2. Kelaparan tidak mematikan, tapi bikin berpikir keras.
Mungkin itu sebabnya para filsuf zaman dulu hidup sederhana. Mereka lapar dan banyak mikir.
3. Kulkas kosong adalah simbol perjuangan.
Kita semua pernah di titik itu. Titik di mana hidup cuma antara listrik mati dan suara perut yang bernyanyi.
---
Epilog: Semoga Suatu Hari...
Saya punya mimpi sederhana.
Bukan mobil mewah, bukan rumah 5 lantai.
Saya cuma ingin buka kulkas dan melihat:
Telur utuh yang masih bisa dimasak.
Daging ayam yang tidak perlu dicium dulu buat tahu busuk atau tidak.
Sayur yang masih hijau. Bukan hijau lendir.
Dan kalau bisa, ada kue.
Tanpa ada yang menulis nama di atasnya pakai spidol: “PUNYA KAK RINA, JANGAN DIMAKAN!”
---
Jadi buat kamu yang sekarang juga buka kulkas dan cuma lihat lampunya nyala tapi isinya kosong: kamu tidak sendiri.

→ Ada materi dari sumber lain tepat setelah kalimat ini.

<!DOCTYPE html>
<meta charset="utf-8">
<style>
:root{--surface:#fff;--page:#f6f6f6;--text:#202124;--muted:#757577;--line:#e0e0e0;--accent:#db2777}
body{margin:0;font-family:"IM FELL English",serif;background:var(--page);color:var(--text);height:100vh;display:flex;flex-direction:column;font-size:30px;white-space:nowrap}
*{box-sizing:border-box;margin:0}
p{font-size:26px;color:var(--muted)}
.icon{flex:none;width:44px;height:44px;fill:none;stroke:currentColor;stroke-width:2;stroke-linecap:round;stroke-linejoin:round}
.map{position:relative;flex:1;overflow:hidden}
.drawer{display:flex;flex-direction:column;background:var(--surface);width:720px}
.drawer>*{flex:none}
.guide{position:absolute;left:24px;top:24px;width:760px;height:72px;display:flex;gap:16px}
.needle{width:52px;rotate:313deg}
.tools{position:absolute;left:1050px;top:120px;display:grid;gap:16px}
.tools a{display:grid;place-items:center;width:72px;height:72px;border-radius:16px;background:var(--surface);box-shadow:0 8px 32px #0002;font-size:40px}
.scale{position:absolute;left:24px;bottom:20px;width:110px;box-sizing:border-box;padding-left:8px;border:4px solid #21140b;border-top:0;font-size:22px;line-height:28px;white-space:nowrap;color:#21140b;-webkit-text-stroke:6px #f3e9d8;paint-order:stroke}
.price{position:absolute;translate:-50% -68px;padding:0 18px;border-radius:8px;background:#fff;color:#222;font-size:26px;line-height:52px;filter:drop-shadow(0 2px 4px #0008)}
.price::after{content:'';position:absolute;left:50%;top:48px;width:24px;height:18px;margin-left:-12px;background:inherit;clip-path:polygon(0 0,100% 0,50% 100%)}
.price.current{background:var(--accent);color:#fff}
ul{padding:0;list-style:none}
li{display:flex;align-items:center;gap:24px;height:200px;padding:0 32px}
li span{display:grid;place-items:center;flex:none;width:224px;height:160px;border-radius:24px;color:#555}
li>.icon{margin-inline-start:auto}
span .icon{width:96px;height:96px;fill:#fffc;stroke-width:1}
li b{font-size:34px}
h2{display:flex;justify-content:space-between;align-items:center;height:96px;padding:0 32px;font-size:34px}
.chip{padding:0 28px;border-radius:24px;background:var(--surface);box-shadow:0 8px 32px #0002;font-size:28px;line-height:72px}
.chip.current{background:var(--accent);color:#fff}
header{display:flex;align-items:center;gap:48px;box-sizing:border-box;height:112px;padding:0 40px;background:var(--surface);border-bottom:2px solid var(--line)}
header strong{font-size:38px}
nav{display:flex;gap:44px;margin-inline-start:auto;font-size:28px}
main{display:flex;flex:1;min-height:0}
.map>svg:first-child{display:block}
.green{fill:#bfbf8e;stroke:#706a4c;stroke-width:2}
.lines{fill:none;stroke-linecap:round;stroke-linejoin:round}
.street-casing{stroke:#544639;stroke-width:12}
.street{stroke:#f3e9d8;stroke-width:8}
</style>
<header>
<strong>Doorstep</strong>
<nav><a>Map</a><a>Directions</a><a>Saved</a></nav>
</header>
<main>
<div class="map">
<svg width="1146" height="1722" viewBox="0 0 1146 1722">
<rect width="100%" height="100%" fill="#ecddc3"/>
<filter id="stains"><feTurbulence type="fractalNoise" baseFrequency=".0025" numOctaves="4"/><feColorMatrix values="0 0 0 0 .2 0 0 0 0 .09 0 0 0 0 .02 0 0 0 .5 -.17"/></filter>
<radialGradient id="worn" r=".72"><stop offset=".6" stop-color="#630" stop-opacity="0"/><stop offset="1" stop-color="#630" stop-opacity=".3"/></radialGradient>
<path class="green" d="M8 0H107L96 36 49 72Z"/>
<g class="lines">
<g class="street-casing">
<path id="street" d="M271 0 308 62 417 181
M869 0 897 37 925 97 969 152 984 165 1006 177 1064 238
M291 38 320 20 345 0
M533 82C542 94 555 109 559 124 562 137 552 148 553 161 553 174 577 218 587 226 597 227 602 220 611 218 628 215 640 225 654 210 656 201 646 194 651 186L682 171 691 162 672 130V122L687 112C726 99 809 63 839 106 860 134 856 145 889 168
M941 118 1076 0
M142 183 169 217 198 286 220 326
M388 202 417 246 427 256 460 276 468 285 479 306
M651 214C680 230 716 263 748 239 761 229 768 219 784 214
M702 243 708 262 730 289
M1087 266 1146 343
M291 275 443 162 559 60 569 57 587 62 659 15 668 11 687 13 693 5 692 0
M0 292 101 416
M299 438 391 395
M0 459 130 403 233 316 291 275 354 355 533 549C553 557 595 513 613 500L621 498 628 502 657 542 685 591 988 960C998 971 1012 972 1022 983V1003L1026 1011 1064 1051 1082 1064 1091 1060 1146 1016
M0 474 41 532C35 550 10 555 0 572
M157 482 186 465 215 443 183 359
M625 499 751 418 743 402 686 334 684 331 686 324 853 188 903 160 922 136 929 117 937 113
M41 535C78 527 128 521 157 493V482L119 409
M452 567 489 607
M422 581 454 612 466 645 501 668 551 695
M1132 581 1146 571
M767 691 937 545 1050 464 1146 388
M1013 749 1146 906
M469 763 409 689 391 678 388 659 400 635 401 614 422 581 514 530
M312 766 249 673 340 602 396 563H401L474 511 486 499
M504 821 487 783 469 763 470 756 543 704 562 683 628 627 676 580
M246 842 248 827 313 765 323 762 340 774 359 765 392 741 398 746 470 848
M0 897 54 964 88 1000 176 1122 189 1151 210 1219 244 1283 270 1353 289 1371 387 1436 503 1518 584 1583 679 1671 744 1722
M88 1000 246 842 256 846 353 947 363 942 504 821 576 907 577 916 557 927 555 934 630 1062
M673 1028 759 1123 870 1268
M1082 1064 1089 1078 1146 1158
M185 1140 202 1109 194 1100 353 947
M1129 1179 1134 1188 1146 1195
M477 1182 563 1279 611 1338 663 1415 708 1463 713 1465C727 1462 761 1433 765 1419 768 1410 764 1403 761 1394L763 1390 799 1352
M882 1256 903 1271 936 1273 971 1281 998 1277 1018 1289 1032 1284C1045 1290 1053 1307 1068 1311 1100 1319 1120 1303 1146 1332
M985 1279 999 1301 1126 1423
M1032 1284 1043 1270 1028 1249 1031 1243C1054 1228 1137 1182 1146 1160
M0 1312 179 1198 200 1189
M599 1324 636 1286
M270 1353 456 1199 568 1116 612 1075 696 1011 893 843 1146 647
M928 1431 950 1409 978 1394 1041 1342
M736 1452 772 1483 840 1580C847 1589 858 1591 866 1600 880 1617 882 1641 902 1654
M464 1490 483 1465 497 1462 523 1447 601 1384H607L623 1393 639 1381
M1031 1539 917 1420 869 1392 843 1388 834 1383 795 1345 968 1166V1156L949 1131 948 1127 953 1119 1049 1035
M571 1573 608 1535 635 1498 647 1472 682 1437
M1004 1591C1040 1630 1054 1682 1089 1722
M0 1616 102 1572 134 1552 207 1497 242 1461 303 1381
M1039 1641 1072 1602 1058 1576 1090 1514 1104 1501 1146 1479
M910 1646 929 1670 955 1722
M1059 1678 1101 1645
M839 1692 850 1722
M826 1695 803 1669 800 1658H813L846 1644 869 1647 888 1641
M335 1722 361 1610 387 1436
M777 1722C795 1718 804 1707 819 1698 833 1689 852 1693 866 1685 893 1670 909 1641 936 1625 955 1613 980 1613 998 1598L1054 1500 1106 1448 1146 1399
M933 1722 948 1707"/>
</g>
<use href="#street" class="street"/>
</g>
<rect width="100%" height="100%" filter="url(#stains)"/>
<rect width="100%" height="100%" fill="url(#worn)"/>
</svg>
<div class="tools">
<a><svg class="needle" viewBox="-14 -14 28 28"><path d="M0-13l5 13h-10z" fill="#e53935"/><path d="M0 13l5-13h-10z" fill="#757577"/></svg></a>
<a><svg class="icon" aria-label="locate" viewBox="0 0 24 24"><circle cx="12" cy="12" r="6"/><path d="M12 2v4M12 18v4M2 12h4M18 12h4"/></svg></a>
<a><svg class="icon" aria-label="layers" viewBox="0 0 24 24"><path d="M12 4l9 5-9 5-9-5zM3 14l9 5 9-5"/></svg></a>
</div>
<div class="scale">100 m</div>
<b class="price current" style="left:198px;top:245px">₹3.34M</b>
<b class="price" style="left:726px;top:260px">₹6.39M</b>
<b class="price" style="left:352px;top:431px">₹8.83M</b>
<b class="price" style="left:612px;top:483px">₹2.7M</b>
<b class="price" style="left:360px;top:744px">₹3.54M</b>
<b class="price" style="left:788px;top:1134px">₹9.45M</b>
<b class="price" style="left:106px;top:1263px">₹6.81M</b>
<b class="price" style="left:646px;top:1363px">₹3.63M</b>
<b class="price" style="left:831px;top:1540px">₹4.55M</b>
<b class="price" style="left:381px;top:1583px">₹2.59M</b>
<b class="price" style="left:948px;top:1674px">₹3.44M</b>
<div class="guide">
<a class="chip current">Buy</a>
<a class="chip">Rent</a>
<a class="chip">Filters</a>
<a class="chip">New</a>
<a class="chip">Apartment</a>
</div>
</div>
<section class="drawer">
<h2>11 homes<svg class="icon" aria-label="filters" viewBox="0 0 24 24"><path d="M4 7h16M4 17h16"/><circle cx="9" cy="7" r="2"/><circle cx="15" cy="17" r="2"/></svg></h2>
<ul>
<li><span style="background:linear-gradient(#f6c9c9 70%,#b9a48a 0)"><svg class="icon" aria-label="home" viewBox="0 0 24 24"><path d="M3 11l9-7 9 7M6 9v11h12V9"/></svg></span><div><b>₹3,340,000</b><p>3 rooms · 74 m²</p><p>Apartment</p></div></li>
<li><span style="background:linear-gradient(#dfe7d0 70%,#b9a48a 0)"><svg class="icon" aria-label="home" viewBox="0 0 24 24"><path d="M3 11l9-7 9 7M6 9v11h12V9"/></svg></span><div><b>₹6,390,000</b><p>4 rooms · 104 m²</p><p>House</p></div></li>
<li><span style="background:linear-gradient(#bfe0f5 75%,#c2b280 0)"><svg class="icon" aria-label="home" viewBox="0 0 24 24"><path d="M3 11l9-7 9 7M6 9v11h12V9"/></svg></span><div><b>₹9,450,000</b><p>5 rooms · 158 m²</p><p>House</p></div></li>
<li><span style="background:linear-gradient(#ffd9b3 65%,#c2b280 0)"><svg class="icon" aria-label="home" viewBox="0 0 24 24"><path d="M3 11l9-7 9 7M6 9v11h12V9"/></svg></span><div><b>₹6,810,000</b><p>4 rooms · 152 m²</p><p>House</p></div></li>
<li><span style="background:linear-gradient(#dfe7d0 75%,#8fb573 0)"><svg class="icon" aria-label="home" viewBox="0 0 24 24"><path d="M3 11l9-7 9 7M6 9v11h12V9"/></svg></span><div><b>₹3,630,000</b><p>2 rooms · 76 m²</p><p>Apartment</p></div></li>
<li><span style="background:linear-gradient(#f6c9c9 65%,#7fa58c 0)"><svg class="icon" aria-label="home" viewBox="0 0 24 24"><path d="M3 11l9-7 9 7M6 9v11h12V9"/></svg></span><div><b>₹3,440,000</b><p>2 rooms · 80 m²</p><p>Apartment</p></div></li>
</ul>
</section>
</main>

Kita semua pejuang perut kosong dengan hati yang lapang dan saldo yang tipis.
Mari kita berdoa agar suatu hari kulkas kita penuh.
Bukan cuma penuh harapan… tapi juga isi. Yang bisa dimakan.
Yang tidak kadaluarsa.
Yang bisa dibagi.
Dan yang tidak harus dicium dulu sebelum dimakan.
---
Salam lapar,
Dari saya, yang malam ini makan nasi garam pakai doa.